The studies revealed that.

  1. There is consistency between the frequency-dependence of the energy flux in the numerical simulations and power flux measurements obtained from SDO;
  2. energy propagation into the mid- to upper-atmosphere of the quiet Sun occurs for a range of frequencies and may explain observed intensity oscillations for periods greater than the well known 3-minute and 5-minute oscillations;
  3. energy flux propagation into the lower solar corona is strongly dependent on the particular wave modes;
  4. agreement between the energy flux predictions of our numerical simulations and that of the two layer Klein-Gordon model supports our interpretation of the interaction of solar global oscillations with the solar atmosphere.

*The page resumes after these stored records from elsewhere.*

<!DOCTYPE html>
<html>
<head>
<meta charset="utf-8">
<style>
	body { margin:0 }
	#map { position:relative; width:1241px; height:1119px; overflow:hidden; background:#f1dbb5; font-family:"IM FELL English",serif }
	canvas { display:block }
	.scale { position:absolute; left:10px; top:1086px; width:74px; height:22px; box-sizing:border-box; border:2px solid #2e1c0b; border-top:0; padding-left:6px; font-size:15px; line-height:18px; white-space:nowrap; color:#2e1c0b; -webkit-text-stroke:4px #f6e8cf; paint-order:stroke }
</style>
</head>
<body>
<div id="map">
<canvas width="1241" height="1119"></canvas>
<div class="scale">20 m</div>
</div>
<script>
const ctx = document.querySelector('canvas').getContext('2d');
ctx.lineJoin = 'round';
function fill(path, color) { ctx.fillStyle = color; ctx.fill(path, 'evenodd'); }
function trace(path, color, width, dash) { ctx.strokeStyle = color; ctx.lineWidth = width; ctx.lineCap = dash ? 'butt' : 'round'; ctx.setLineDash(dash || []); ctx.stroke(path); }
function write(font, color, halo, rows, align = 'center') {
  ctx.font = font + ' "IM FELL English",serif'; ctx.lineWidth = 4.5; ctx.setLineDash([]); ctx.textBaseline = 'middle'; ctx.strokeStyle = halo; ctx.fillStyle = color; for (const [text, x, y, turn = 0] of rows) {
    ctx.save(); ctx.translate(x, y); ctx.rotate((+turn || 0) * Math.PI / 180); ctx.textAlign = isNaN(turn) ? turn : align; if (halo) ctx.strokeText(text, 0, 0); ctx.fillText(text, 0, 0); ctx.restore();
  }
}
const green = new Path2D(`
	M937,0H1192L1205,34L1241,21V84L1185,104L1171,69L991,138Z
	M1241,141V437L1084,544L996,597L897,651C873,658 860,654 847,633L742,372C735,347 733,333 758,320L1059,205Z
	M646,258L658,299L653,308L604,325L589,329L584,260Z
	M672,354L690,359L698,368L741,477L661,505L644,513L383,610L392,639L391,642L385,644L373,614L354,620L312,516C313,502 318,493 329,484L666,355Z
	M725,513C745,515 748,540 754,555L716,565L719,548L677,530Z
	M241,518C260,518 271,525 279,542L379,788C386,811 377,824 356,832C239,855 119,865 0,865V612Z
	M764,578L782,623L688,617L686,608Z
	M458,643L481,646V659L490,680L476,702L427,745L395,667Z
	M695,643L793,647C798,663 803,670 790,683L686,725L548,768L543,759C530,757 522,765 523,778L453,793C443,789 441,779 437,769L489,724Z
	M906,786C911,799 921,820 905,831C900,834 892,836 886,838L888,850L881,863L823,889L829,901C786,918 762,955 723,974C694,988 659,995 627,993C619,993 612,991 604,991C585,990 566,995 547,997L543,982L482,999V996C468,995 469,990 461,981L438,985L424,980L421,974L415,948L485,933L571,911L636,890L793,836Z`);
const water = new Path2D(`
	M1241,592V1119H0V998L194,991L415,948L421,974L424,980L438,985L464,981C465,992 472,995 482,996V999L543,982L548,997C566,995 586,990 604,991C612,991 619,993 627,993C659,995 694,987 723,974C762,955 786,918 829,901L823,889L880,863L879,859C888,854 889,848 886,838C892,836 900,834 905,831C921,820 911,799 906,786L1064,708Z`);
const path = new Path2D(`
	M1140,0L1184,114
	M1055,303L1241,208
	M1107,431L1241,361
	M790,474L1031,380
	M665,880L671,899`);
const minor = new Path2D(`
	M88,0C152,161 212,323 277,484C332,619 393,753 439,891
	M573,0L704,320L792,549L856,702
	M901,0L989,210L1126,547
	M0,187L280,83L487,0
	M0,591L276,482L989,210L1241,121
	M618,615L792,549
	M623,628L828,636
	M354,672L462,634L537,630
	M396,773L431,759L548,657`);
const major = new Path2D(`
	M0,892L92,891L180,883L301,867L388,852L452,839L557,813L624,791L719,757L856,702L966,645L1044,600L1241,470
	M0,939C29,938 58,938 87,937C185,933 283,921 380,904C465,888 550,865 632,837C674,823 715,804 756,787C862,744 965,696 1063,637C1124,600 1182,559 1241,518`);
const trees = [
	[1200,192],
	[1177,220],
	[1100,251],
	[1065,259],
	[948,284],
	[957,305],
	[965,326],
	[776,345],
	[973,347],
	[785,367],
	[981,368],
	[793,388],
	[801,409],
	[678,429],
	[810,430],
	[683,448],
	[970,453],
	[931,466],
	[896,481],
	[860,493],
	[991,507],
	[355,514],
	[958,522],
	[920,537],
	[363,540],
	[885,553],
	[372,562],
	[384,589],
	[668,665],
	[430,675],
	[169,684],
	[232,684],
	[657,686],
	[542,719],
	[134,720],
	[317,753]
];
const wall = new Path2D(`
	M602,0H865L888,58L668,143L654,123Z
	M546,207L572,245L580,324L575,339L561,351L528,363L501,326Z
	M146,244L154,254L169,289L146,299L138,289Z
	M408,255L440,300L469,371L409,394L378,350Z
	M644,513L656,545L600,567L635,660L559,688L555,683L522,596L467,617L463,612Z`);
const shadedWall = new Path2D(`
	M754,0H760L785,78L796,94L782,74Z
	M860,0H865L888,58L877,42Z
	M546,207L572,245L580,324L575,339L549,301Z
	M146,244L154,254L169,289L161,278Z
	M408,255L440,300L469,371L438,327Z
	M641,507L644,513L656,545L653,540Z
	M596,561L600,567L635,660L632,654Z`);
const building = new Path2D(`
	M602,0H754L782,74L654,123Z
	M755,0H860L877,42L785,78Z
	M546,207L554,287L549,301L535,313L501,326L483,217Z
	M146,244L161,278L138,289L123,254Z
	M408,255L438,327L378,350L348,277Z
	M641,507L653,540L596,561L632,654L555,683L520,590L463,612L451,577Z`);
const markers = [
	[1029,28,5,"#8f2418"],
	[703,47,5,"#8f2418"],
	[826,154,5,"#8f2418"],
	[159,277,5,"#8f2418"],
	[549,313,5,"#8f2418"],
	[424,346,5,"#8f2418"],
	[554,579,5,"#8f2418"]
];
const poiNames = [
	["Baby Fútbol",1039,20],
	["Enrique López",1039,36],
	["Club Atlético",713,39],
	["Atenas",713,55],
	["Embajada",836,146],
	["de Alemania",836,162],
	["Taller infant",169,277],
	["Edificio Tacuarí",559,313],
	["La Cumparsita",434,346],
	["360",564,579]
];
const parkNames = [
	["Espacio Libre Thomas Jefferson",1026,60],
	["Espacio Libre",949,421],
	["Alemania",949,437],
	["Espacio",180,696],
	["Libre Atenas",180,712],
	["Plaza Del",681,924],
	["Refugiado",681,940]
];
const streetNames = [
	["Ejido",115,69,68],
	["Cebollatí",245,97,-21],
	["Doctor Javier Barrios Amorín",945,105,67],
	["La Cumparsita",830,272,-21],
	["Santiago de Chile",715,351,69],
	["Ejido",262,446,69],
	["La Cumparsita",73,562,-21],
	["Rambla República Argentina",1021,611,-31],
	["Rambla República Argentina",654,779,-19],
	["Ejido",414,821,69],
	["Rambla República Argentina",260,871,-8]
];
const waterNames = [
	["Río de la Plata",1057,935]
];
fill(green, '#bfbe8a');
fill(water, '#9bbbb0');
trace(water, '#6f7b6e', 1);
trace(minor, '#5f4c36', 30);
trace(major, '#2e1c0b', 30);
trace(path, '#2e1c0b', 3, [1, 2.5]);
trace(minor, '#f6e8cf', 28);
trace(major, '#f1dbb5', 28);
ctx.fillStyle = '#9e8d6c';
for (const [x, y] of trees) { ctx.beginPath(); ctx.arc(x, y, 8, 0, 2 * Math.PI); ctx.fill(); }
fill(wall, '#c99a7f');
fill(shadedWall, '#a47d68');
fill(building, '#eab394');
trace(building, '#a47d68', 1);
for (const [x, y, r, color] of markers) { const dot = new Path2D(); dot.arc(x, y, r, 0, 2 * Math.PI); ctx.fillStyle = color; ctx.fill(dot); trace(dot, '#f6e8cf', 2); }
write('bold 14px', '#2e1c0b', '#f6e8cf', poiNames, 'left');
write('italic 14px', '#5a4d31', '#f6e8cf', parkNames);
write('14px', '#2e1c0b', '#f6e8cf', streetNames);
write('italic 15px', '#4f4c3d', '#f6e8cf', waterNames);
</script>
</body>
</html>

Structures in the Solar Atmosphere

The 3-minute and 5-minute wave modes are influenced in various ways in the different regions of the solar atmosphere. Our initial studies were relevant for the quiet inter-network region of the non magnetic solar chromosphere. These are the regions between the magnetic flux concentrations. The quiet sun magnetic flux is typically in the range 5-10G . For the coronal holes these are cold regions of plasma  and  have open field lines allowing solar particles to escape during the solar minima these regions can cause space weather disturbances.

Regions of the magnetic chromosphere are referred to as the network or plage regions, these are bright areas near to sunspots, faculae and pores. Pores are smaller counterparts of sunspots upto a few Mm across. The faculae are bright spots forming in the canyons between solar granules, they constantly form and dissipate over time scales of several minutes. They are formed near magnetic field concentrations. The active network regions are plage like bright areas which extend away from the active regions. The magnetic fields in this area diffuse away into the quiet sun regions, they are constrained by the network boundaries.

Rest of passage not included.